§ TASK DESCRIPTION: Scan the lines below for the string "Church" and copy every one that has it.

Segment Open

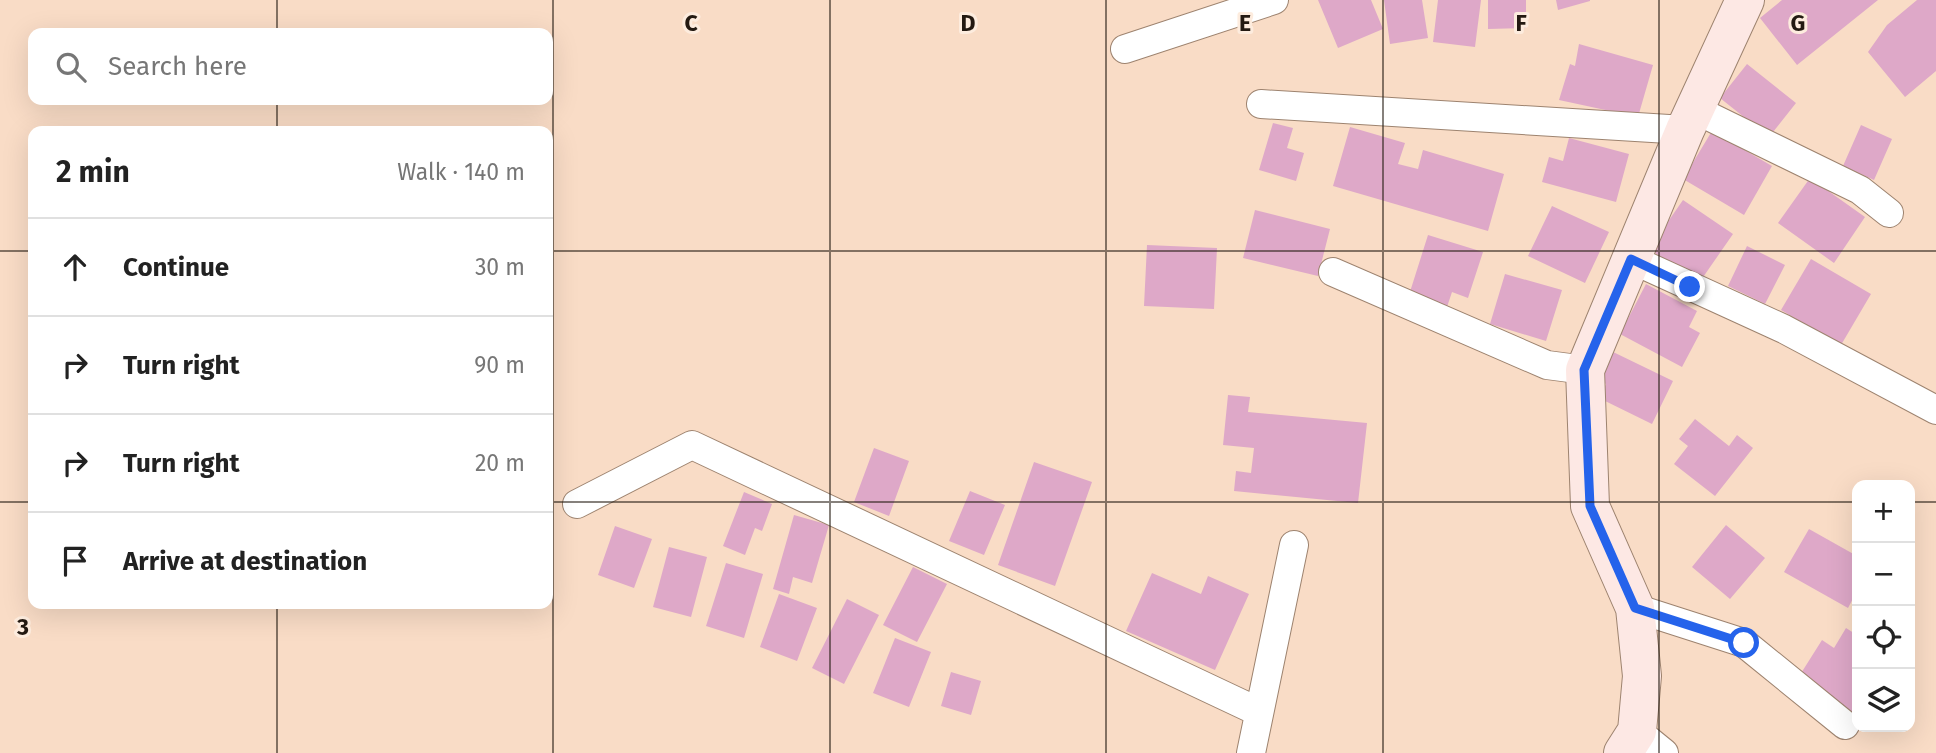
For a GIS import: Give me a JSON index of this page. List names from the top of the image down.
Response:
{
  "page": {
    "search": "Search here",
    "heading": ["2 min", "Walk · 140 m"],
    "list": [
      ["Continue", "30 m"],
      ["Turn right", "90 m"],
      ["Turn right", "20 m"],
      "Arrive at destination"
    ],
    "map_buttons": ["+", "−"]
  },
  "grid": {
    "columns": [
      "C",
      "D",
      "E",
      "F",
      "G"
    ],
    "rows": ["3"]
  }
}
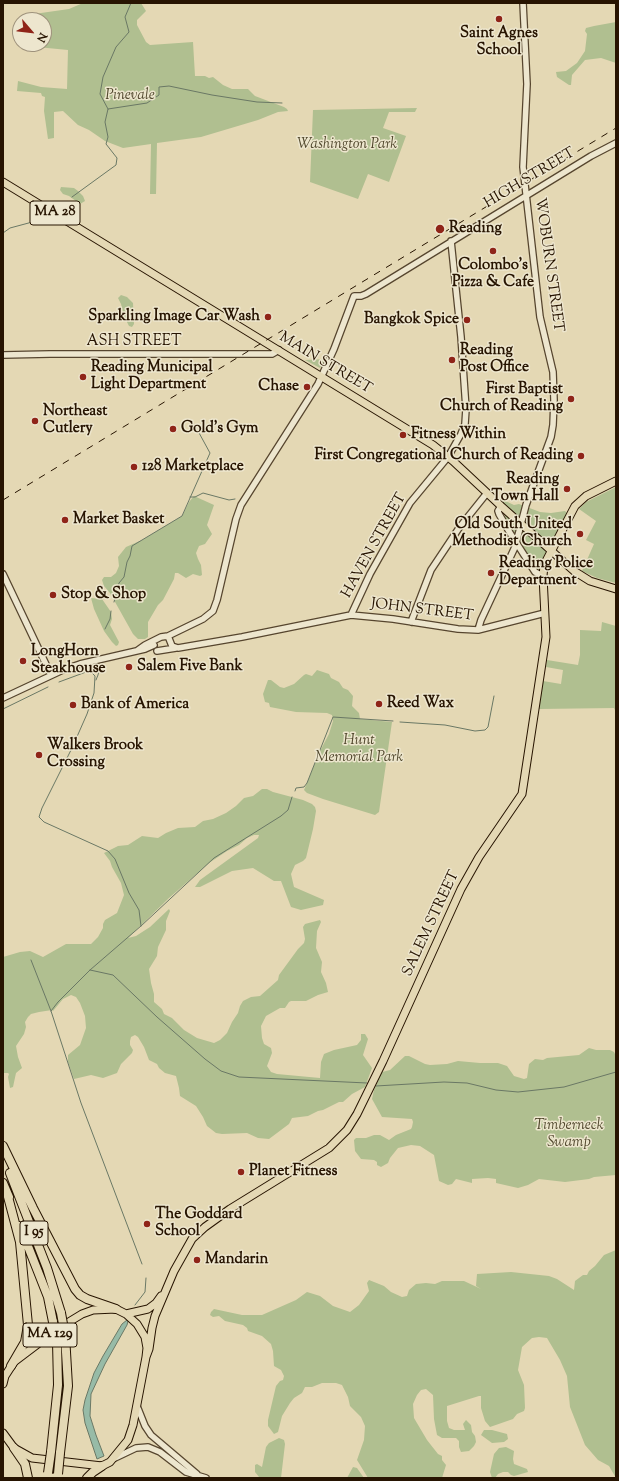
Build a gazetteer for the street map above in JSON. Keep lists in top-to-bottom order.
{
  "streets": {
    "highway": ["I 95"],
    "main road": [
      "MA 28",
      "MAIN STREET",
      "SALEM STREET",
      "MA 129"
    ],
    "street": [
      "HIGH STREET",
      "WOBURN STREET",
      "ASH STREET",
      "HAVEN STREET",
      "JOHN STREET"
    ]
  },
  "crossings": [
    ["HIGH STREET", "WOBURN STREET"],
    ["HIGH STREET", "MAIN STREET"],
    ["HIGH STREET", "HAVEN STREET"],
    ["WOBURN STREET", "MAIN STREET"],
    ["WOBURN STREET", "JOHN STREET"],
    ["ASH STREET", "MAIN STREET"],
    ["MAIN STREET", "HAVEN STREET"],
    ["MAIN STREET", "SALEM STREET"],
    ["HAVEN STREET", "JOHN STREET"],
    ["JOHN STREET", "SALEM STREET"],
    ["SALEM STREET", "MA 129"]
  ],
  "parks": [
    "Pinevale",
    "Washington Park",
    "Hunt Memorial Park",
    "Timberneck Swamp"
  ],
  "places": [
    "Saint Agnes School",
    "Reading",
    "Colombo's Pizza & Cafe",
    "Sparkling Image Car Wash",
    "Bangkok Spice",
    "Reading Post Office",
    "Reading Municipal Light Department",
    "Chase",
    "First Baptist Church of Reading",
    "Northeast Cutlery",
    "Gold's Gym",
    "Fitness Within",
    "First Congregational Church of Reading",
    "128 Marketplace",
    "Reading Town Hall",
    "Market Basket",
    "Old South United Methodist Church",
    "Reading Police Department",
    "Stop & Shop",
    "LongHorn Steakhouse",
    "Salem Five Bank",
    "Reed Wax",
    "Bank of America",
    "Walkers Brook Crossing",
    "Planet Fitness",
    "The Goddard School",
    "Mandarin"
  ],
  "north": "bottom right"
}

Segment Closed

§ YOUR SOLUTION:
    "First Baptist Church of Reading",
    "First Congregational Church of Reading",
    "Old South United Methodist Church",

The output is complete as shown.